(Saved entries)
□ □ □ □ □ □ □

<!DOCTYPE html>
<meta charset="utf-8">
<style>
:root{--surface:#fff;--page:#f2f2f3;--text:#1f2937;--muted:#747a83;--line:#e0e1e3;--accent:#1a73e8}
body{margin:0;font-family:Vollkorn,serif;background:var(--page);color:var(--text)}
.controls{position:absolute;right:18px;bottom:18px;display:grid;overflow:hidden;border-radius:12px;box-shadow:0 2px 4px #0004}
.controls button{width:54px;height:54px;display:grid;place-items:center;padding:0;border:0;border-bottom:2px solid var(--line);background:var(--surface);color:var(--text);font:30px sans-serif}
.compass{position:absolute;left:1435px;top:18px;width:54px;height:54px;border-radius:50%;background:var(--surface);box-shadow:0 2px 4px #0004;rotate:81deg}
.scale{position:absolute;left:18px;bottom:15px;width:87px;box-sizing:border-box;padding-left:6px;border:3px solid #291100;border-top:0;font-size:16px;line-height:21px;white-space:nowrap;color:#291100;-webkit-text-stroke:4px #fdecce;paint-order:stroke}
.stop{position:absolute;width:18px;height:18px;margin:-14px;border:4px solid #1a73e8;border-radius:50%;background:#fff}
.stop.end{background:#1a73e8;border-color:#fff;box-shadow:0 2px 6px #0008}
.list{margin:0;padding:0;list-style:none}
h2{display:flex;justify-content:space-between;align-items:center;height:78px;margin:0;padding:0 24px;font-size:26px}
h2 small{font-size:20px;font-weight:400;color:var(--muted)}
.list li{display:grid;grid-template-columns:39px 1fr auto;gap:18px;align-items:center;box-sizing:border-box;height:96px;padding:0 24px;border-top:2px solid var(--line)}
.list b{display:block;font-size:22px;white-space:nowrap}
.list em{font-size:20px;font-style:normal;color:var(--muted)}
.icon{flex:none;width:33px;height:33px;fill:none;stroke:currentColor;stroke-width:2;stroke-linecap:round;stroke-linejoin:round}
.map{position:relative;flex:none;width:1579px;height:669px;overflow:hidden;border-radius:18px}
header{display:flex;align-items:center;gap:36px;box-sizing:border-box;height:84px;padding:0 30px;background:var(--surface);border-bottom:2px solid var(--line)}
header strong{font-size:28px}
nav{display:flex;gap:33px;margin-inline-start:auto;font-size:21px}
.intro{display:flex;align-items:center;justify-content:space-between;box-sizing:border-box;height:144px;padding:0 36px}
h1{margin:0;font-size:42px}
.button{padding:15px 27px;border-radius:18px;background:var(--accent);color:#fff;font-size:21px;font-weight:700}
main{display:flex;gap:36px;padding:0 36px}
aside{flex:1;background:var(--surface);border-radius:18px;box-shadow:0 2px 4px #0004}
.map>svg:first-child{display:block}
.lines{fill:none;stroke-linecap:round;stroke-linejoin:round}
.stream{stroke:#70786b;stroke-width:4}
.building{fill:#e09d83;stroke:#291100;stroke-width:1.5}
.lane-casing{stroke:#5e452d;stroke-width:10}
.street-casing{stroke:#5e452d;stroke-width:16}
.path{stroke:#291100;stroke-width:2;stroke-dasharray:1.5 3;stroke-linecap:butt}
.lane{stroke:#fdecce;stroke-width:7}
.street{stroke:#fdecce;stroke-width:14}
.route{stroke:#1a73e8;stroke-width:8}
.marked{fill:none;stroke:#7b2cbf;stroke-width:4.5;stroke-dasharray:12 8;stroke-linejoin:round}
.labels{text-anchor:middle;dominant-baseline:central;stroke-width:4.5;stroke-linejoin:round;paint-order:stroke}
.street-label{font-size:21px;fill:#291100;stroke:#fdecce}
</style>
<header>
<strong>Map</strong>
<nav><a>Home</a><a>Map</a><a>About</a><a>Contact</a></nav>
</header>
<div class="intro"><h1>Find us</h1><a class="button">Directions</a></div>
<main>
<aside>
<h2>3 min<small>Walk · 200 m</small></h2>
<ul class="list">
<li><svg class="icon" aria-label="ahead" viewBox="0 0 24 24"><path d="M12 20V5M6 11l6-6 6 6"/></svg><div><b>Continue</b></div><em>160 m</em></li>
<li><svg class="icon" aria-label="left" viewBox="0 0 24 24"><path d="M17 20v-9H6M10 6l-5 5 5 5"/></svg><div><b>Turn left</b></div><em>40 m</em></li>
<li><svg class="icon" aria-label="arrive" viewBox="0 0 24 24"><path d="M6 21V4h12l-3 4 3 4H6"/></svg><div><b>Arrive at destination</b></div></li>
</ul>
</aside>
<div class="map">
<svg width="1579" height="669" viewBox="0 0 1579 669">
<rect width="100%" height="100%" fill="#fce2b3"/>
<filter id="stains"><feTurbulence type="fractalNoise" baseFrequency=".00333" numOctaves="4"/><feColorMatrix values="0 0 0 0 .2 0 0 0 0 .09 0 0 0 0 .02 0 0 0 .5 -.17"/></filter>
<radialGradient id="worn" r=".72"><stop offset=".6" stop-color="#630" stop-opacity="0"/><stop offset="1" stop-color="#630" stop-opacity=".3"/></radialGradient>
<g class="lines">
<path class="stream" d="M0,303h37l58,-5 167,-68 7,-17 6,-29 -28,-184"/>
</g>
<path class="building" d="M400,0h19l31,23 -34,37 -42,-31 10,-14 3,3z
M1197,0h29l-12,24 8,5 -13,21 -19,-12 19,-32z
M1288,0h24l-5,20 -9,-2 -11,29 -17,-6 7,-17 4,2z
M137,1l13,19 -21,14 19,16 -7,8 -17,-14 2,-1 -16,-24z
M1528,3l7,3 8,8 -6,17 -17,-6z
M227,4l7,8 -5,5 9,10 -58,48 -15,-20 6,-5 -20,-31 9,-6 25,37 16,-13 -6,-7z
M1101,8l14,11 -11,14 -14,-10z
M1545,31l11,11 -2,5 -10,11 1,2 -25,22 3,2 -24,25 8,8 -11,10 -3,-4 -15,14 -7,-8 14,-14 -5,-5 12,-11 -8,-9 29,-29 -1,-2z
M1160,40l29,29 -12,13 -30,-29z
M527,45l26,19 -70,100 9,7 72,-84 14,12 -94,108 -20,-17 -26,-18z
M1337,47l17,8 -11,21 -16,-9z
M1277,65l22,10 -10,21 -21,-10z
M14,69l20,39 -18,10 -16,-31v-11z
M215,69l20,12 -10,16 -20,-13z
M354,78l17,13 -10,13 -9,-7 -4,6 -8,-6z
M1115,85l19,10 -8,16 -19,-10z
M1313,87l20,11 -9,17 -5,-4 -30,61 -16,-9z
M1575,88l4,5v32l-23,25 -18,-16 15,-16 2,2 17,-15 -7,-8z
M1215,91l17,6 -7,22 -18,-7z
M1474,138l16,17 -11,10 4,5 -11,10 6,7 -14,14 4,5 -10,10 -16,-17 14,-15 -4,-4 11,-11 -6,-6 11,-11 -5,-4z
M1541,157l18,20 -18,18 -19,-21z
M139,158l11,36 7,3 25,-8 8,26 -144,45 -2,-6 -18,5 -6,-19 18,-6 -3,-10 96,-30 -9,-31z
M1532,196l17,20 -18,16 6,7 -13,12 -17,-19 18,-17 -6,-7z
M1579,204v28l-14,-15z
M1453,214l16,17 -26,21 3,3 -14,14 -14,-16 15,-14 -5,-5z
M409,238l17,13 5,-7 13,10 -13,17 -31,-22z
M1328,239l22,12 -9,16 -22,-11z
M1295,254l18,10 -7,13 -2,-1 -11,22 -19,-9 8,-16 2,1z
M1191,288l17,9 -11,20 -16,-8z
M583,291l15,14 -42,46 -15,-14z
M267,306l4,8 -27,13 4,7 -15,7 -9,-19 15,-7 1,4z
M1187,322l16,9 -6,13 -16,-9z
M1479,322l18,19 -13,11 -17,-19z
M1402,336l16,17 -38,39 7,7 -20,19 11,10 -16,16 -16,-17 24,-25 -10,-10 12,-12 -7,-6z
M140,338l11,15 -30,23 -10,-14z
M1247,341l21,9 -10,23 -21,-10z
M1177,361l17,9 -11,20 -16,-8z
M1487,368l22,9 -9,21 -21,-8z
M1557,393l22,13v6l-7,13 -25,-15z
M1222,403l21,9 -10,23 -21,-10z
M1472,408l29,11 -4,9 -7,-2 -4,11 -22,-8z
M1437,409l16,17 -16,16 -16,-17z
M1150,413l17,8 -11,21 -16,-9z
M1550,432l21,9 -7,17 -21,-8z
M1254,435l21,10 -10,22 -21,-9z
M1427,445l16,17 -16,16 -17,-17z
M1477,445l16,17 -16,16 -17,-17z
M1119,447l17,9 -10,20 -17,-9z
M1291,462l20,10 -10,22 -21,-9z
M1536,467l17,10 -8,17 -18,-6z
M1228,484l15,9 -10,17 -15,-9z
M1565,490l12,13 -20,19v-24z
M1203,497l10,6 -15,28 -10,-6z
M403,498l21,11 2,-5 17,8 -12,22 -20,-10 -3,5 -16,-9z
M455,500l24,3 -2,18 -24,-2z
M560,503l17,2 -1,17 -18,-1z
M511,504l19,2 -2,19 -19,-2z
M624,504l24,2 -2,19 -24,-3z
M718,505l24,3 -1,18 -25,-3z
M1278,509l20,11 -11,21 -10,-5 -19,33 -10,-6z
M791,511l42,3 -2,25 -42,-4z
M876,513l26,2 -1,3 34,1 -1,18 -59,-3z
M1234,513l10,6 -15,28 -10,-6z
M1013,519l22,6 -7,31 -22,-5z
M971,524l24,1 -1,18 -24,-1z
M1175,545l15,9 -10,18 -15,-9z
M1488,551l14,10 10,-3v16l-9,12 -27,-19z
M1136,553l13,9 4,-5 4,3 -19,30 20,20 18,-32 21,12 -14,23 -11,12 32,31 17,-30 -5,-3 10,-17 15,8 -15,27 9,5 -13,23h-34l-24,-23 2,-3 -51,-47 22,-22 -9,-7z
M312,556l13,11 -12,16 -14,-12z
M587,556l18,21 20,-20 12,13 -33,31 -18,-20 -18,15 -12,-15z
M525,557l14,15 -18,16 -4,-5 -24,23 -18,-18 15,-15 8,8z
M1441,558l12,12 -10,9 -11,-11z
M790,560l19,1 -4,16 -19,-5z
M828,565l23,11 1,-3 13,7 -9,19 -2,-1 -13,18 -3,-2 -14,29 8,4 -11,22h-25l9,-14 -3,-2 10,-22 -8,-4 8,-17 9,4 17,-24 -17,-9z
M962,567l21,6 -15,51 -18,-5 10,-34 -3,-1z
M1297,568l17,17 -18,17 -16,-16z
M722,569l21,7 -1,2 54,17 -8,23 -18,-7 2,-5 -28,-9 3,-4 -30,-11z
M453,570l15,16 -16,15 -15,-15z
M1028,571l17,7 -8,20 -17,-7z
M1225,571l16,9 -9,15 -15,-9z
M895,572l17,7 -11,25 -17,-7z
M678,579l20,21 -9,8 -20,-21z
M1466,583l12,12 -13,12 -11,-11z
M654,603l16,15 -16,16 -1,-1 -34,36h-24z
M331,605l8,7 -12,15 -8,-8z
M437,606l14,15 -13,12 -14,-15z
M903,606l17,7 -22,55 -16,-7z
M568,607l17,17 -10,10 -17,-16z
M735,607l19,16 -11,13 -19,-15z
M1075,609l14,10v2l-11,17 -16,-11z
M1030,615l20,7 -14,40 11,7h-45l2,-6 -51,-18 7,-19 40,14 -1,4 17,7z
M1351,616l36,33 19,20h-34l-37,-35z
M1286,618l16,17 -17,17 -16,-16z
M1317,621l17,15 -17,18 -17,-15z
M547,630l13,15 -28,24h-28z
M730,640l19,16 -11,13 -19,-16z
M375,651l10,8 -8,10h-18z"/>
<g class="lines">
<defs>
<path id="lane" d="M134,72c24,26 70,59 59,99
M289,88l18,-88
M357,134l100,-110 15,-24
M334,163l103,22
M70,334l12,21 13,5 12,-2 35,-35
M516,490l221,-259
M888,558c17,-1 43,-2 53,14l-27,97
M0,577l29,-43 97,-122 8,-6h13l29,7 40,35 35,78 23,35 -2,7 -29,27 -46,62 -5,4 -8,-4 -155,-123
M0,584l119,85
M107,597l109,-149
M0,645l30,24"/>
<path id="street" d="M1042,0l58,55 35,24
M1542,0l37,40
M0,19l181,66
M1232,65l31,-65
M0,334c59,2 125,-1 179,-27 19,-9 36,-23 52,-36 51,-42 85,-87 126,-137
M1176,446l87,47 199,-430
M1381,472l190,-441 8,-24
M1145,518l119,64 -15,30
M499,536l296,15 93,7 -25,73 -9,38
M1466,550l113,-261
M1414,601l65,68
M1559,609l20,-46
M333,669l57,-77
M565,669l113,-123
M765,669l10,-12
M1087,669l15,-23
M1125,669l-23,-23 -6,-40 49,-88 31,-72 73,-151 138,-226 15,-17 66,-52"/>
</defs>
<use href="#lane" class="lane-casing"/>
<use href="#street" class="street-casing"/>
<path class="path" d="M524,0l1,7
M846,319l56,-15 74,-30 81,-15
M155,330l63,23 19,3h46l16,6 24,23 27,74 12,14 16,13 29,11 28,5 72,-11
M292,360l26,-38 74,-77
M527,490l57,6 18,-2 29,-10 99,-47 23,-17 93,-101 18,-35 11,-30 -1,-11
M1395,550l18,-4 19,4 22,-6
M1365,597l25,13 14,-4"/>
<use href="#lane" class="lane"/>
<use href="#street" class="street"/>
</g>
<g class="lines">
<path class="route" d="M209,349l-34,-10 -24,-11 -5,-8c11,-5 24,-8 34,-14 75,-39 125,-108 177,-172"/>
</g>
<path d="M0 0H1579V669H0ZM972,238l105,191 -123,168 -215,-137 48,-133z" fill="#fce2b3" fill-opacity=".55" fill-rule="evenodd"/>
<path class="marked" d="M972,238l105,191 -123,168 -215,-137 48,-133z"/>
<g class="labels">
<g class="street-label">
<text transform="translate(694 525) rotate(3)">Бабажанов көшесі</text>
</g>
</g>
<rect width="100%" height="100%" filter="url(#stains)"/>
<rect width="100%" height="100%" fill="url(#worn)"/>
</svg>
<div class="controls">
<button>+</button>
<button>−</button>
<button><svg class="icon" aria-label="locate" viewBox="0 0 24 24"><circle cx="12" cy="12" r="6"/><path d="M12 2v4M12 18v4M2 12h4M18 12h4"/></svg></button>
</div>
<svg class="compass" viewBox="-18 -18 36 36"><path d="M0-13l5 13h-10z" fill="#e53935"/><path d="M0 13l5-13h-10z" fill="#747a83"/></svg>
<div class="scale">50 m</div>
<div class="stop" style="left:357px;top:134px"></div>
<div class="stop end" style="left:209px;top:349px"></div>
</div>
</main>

□ □ □ □ □ □ □

• _What needs to be done_: For this exercise, copy every line of the data that holds "header".

• _Response area_:
header{display:flex;align-items:center;gap:36px;box-sizing:border-box;height:84px;padding:0 30px;background:var(--surface);border-bottom:2px solid var(--line)}
header strong{font-size:28px}
<header>
</header>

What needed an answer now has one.